Filter the data for "MEDRANO" and copy matching lines.

═════ Task material

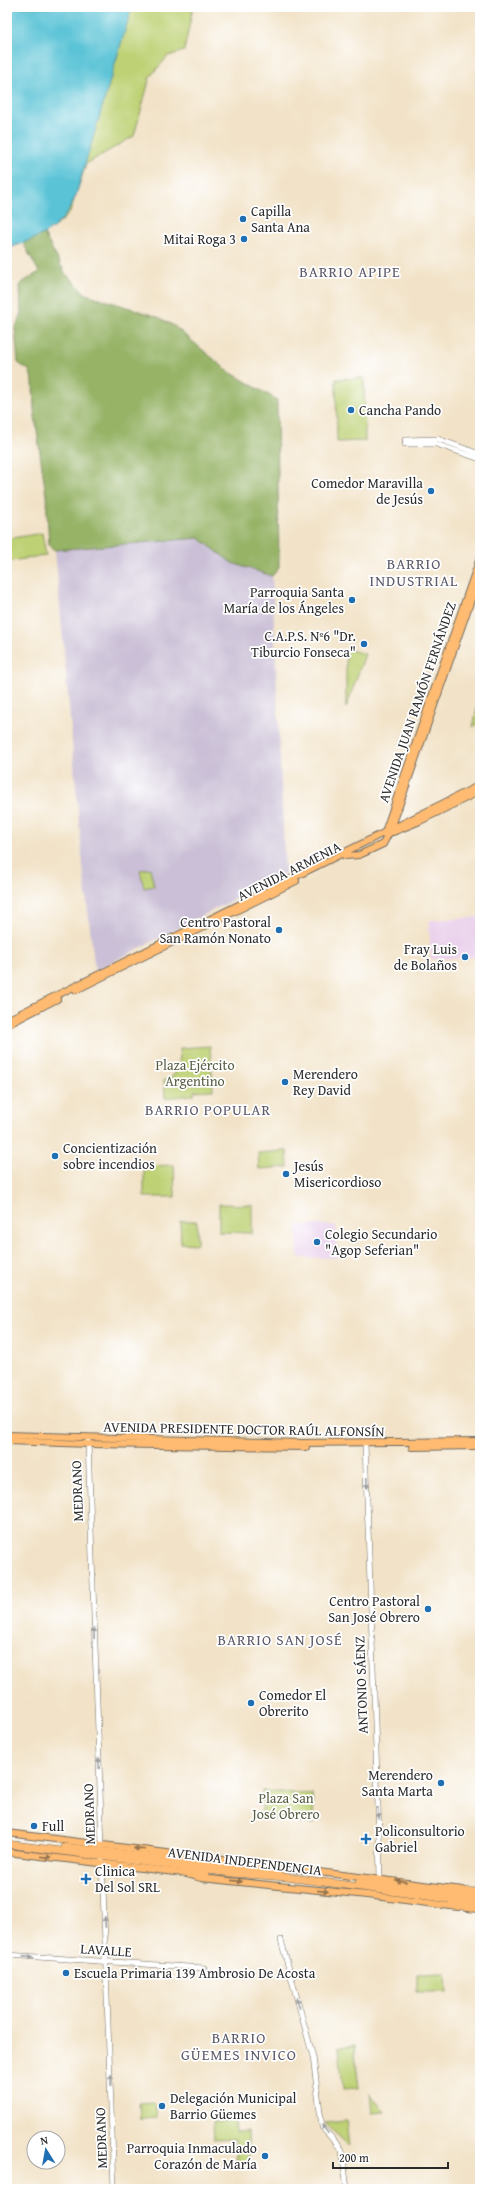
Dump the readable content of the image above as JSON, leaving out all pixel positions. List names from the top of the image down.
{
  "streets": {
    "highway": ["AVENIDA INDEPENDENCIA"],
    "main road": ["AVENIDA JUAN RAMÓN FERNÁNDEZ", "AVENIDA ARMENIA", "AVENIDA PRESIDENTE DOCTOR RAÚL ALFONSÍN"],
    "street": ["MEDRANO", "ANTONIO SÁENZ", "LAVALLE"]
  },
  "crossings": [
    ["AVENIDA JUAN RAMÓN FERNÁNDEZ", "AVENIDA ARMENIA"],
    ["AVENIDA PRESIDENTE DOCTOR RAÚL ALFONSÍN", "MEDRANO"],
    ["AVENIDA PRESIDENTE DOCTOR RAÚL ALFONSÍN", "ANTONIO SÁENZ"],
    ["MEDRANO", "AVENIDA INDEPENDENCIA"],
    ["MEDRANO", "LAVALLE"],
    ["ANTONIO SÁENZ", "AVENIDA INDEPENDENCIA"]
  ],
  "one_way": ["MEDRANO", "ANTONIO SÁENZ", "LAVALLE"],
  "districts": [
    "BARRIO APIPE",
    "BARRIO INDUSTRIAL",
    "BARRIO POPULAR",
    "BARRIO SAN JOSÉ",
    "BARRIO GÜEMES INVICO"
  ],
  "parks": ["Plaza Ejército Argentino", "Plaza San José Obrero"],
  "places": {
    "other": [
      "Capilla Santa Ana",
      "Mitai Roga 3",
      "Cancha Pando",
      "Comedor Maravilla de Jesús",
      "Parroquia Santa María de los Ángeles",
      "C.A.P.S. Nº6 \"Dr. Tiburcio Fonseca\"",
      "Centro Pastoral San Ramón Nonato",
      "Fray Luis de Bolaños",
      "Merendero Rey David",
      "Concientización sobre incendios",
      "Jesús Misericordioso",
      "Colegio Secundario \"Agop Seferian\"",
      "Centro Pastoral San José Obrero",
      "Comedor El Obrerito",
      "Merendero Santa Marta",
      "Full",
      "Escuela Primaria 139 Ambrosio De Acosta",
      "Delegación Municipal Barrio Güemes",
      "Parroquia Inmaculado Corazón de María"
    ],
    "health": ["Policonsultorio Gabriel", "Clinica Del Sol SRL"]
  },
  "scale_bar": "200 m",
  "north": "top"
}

══════════

**Exercise answer**
    "street": ["MEDRANO", "ANTONIO SÁENZ", "LAVALLE"]
    ["AVENIDA PRESIDENTE DOCTOR RAÚL ALFONSÍN", "MEDRANO"],
    ["MEDRANO", "AVENIDA INDEPENDENCIA"],
    ["MEDRANO", "LAVALLE"],
  "one_way": ["MEDRANO", "ANTONIO SÁENZ", "LAVALLE"],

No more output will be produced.